Vous avez dit: « Le militantisme n’a jamais été mon fort » ou encore « aucun engagement politique n’épuise une vie ». Pourtant, chacun de vos engagements a été un risque au sens fort, où il a toujours fallu payer quelque chose, mettre en gage, engager son âme pour « cette étrange idée qu’une vérité peut n’être que celle d’un jour », celle du journalisme.
Vous avez deux dons : comprendre et raconter, vous les revendiquez. Vos narrations sont toujours une pédagogie de l’actualité. Vos carnets sont comme une éprouvette que vous plongez dans le fleuve de l’actualité pour avoir le temps d’en analyser quelques gouttes, parce que dans la composition de chacune d’elles, il y a peut-être toute la chimie du présent.
Mais en même temps, vous contez le présent avec des couleurs de légende, comme s’il appartenait aussi à ceux dont la bouche en a déjà proféré quelque vérité prémonitoire. C’est pour eux aussi que vous témoignez, pour les disparus, les absents, les anges visionnaires et précocement muets, auxquels votre père laissait toujours une place vide à table.
Mais il y a du romanesque dans votre journalisme, dans vos scènes balzaciennes de la vie mondiale.

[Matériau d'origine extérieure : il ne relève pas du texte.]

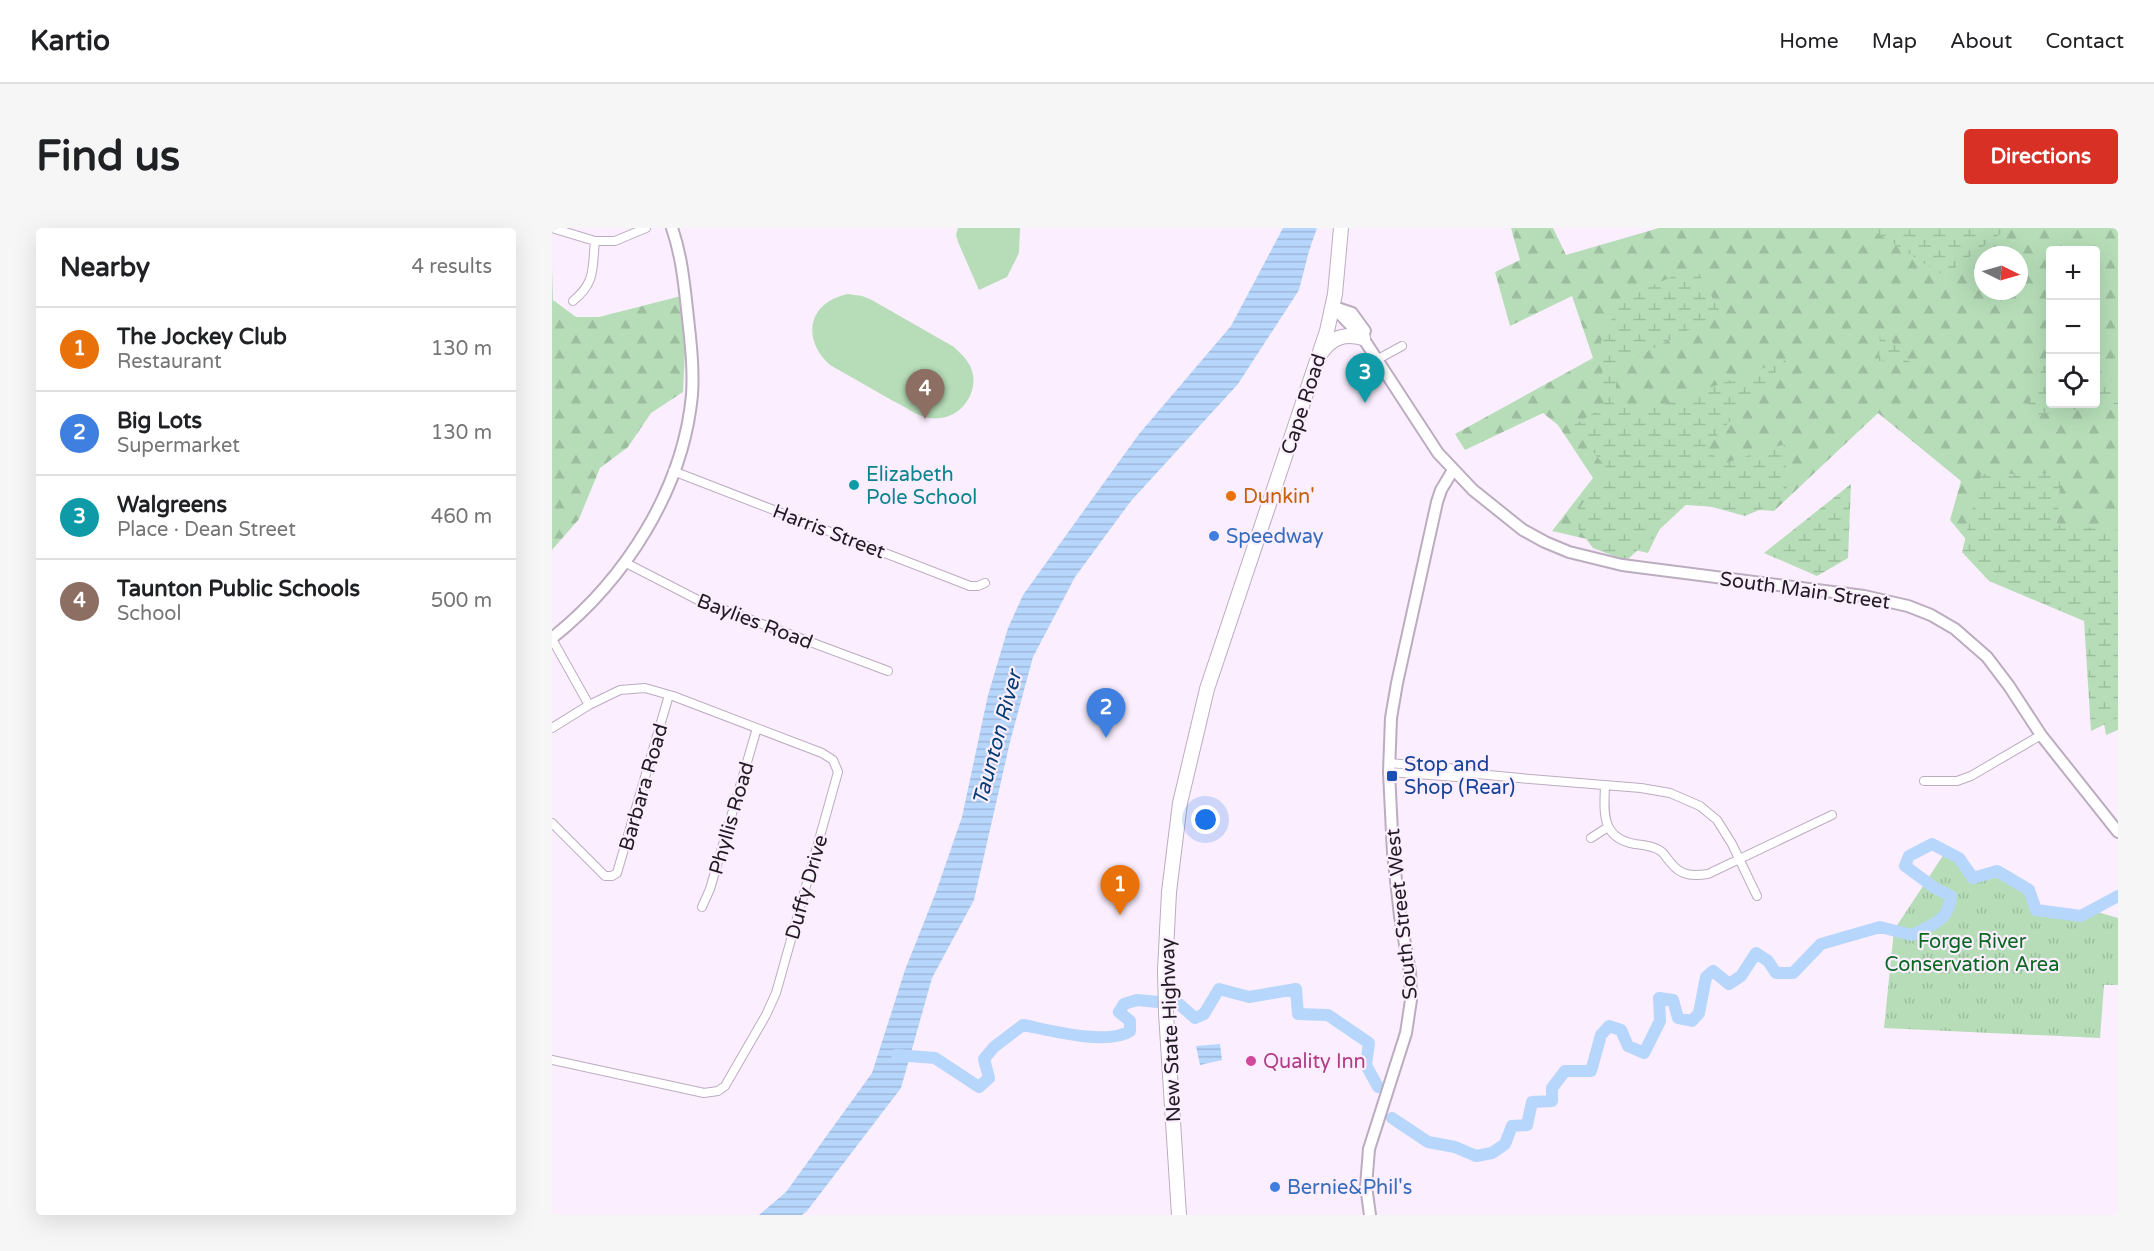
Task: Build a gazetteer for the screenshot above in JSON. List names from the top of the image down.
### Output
{
  "streets": {
    "highway": ["Cape Road", "New State Highway"],
    "street": [
      "Harris Street",
      "South Main Street",
      "Baylies Road",
      "Barbara Road",
      "Phyllis Road",
      "Duffy Drive",
      "South Street West"
    ]
  },
  "crossings": [
    ["Cape Road", "New State Highway"],
    ["South Main Street", "South Street West"],
    ["Barbara Road", "Duffy Drive"],
    ["Phyllis Road", "Duffy Drive"]
  ],
  "water": ["Taunton River"],
  "parks": ["Forge River Conservation Area"],
  "places": {
    "other": [
      "Elizabeth Pole School",
      "Dunkin'",
      "Speedway",
      "Quality Inn",
      "Bernie&Phil's"
    ],
    "transit": ["Stop and Shop (Rear)"]
  },
  "north": "right",
  "page": {
    "header": "Kartio",
    "nav": [
      "Home",
      "Map",
      "About",
      "Contact"
    ],
    "buttons": "Directions",
    "title": "Find us",
    "heading": ["Nearby", "4 results"],
    "map_buttons": ["+", "−"],
    "list": [
      {
        "mark": "1",
        "name": "The Jockey Club",
        "note": "Restaurant",
        "value": "130 m"
      },
      {
        "mark": "2",
        "name": "Big Lots",
        "note": "Supermarket",
        "value": "130 m"
      },
      {
        "mark": "3",
        "name": "Walgreens",
        "note": "Place · Dean Street",
        "value": "460 m"
      },
      {
        "mark": "4",
        "name": "Taunton Public Schools",
        "note": "School",
        "value": "500 m"
      }
    ],
    "pins": [
      "3",
      "4",
      "2",
      "1"
    ]
  }
}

Vous mêlez vos héros littéraires du XIX° siècle aux portraits de vos contemporains, Bourguiba, De Gaulle, Mitterrand, Senghor, Kundera, Malraux, Camus, qui deviennent sous votre plume des figures de roman, tels qu’en eux-mêmes l’éternité les change, tandis que vos héros de fiction, Fabrice Del Dongo, Julien Sorel, Meursault, Mathilde de la Môle, qui a le même prénom que votre sœur et qui était son héroïne préférée, ont des visages si familiers qu’on les verrait presque trinquer avec vous dans un bar.

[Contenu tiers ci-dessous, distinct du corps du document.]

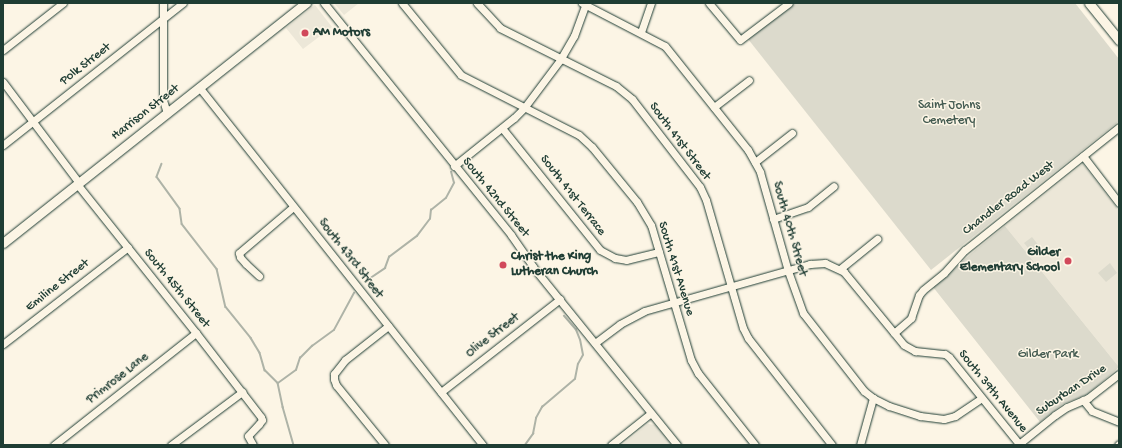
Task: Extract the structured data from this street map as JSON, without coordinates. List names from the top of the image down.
{
  "streets": {
    "main road": ["Harrison Street"],
    "street": [
      "Polk Street",
      "South 41st Street",
      "South 41st Terrace",
      "South 42nd Street",
      "Chandler Road West",
      "South 40th Street",
      "South 43rd Street",
      "South 41st Avenue",
      "Emiline Street",
      "South 45th Street",
      "Olive Street",
      "Primrose Lane",
      "Suburban Drive",
      "South 39th Avenue"
    ]
  },
  "crossings": [
    ["Polk Street", "South 45th Street"],
    ["Harrison Street", "South 43rd Street"],
    ["Harrison Street", "South 45th Street"],
    ["South 41st Terrace", "South 41st Avenue"],
    ["South 42nd Street", "Olive Street"],
    ["Chandler Road West", "South 39th Avenue"],
    ["South 40th Street", "South 39th Avenue"],
    ["South 43rd Street", "Olive Street"],
    ["Emiline Street", "South 45th Street"],
    ["South 45th Street", "Primrose Lane"],
    ["Suburban Drive", "South 39th Avenue"]
  ],
  "parks": ["Saint Johns Cemetery", "Gilder Park"],
  "places": ["AM Motors", "Gilder Elementary School", "Christ the King Lutheran Church"]
}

Ce mélange de littérature et de politique hausse le journalisme à la hauteur des chroniques de Saint Simon. Les gloires sortent de la dorure de l’histoire pour la misère des contingences, mais les amis aux tendres prénoms ont au contraire le panache de demi-dieux immortels. Vos carnets tissent les sentiments infimes aux évènements majeurs, les minutes impalpables aux dates monumentales, les petits chagrins aux grands traumatismes.

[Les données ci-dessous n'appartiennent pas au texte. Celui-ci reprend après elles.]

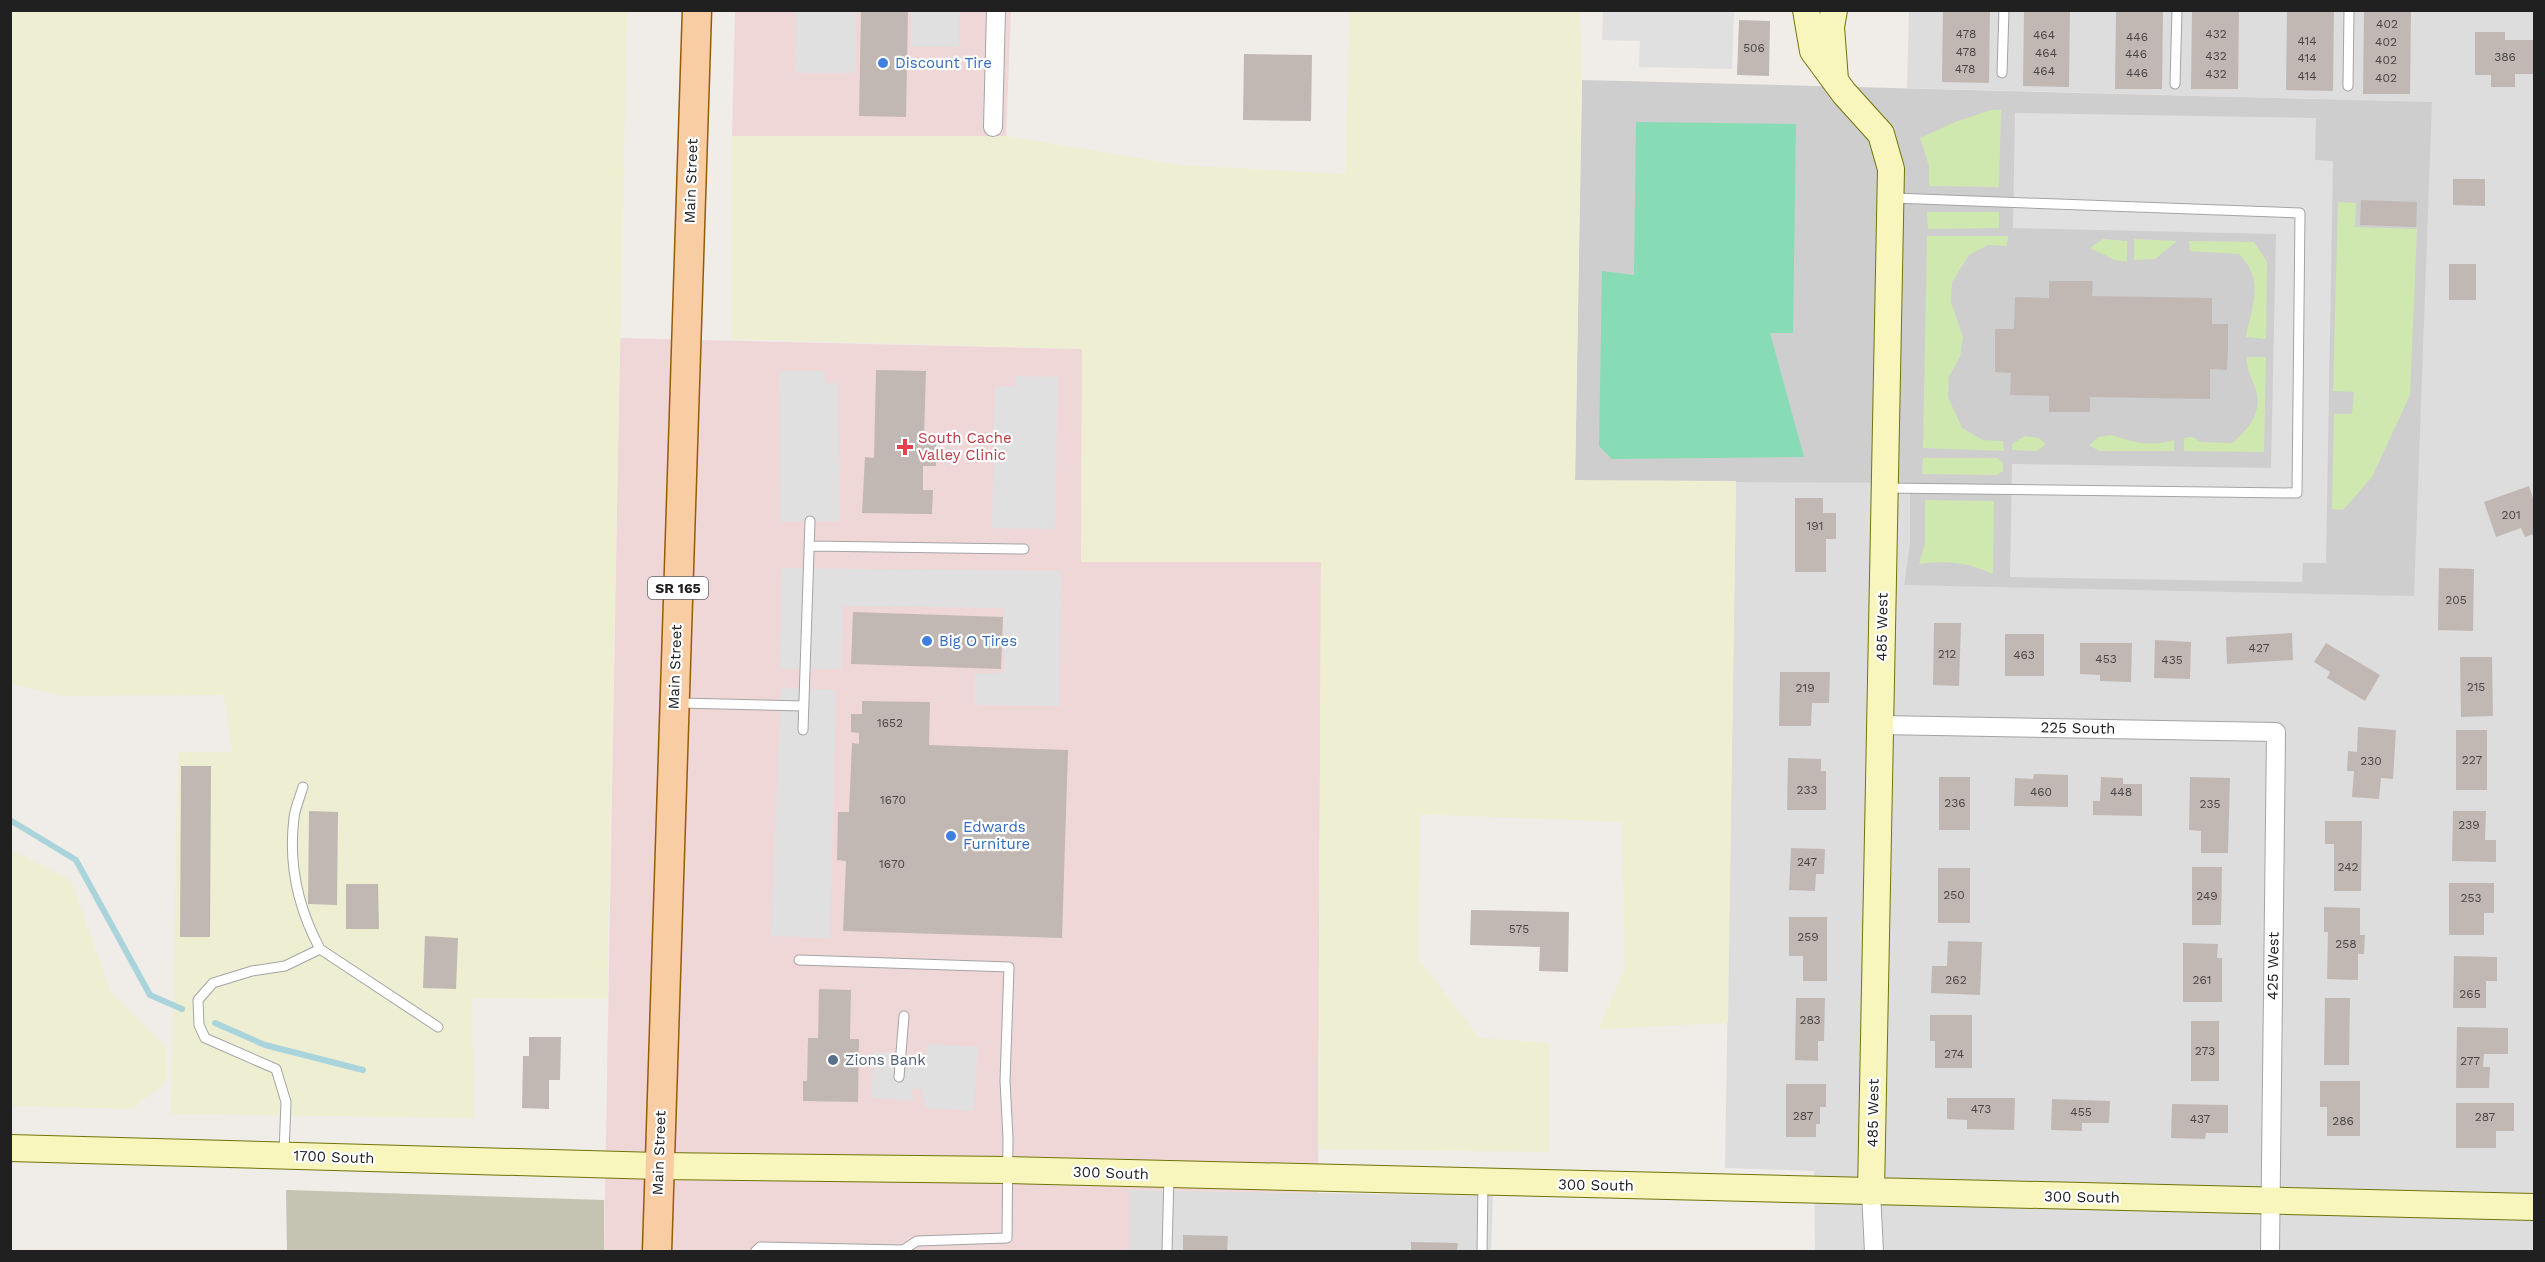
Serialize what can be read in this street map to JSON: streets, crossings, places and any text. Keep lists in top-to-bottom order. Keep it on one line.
{"streets":{"main road":["Main Street","SR 165"],"street":["485 West","225 South","425 West","1700 South","300 South"]},"crossings":[["Main Street","1700 South"],["Main Street","300 South"],["485 West","225 South"],["485 West","300 South"],["225 South","425 West"],["425 West","300 South"],["1700 South","300 South"]],"places":{"other":["Discount Tire","Big O Tires","Edwards Furniture","Zions Bank"],"health":["South Cache Valley Clinic"]},"house_numbers":["402","478","432","464","446","414","402","506","478","464","446","432","386","414","402","478","464","446","432","414","402","201","191","205","427","212","463","453","435","215","219","1652","227","230","233","460","448","1670","236","235","239","247","1670","242","250","249","253","575","259","258","262","261","265","283","273","274","277","473","455","287","287","437","286"]}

Votre élan vers le monde est un retour sur soi, et votre interrogation sur soi une curiosité pour le monde. Chaque matin, on dirait que le sphinx énigmatique de l’actualité vous interpelle dans le miroir où vous vous brossez les dents.
Tout à coup votre mémoire se fixe sur la mèche d’André Malraux, les sourcils de Mendès-France, le menton de Bourguiba, la danse d’Albert Camus, le front de Germaine Tillion, le torse de Jacques Berque, la coupe de cheveux de Jules Roy…
Et soudain, la précarité d’une rencontre entre dans la grâce de l’histoire. Chaque page que vous écrivez est un tamis que vous secouez pour n’en garder que le grain moral, et vous en laissez s’effriter le sable trivial, à travers cette double membrane toujours tendue en vous : la quête du bonheur, la haine de la violence.
Par un coup d’œil rapide, vous captez dans le brouillon de l’actualité des éclairs, des signes, des intuitions. Mais votre passion prend toujours le pas sur le cynisme, votre humour sur l’amertume, votre style sur la déprime. La saveur poétique du rêve l’emporte chez vous sur la déception des utopies.
Il y a une infime oscillation dans vos écrits entre la clarté et le délire ; c’est la traduction même des paradoxes du monde dont vous êtes une sorte de témoin altier et subjugué. Vous aimez cette frange de l’histoire où la raison s’éprouve elle-même en effleurant la folie. Vous êtes souvent moqueur, rarement amer ou sarcastique. L’imperfection humaine est pour vous un sujet d’indignation mais pas d’anathème. Vous vous révoltez sans vous désespérer ; vous vous fâchez sans vous envenimer ; vous vous énervez sans vous déchaîner. Mais votre naturel bienveillant n’est pas exempt d’une douce férocité.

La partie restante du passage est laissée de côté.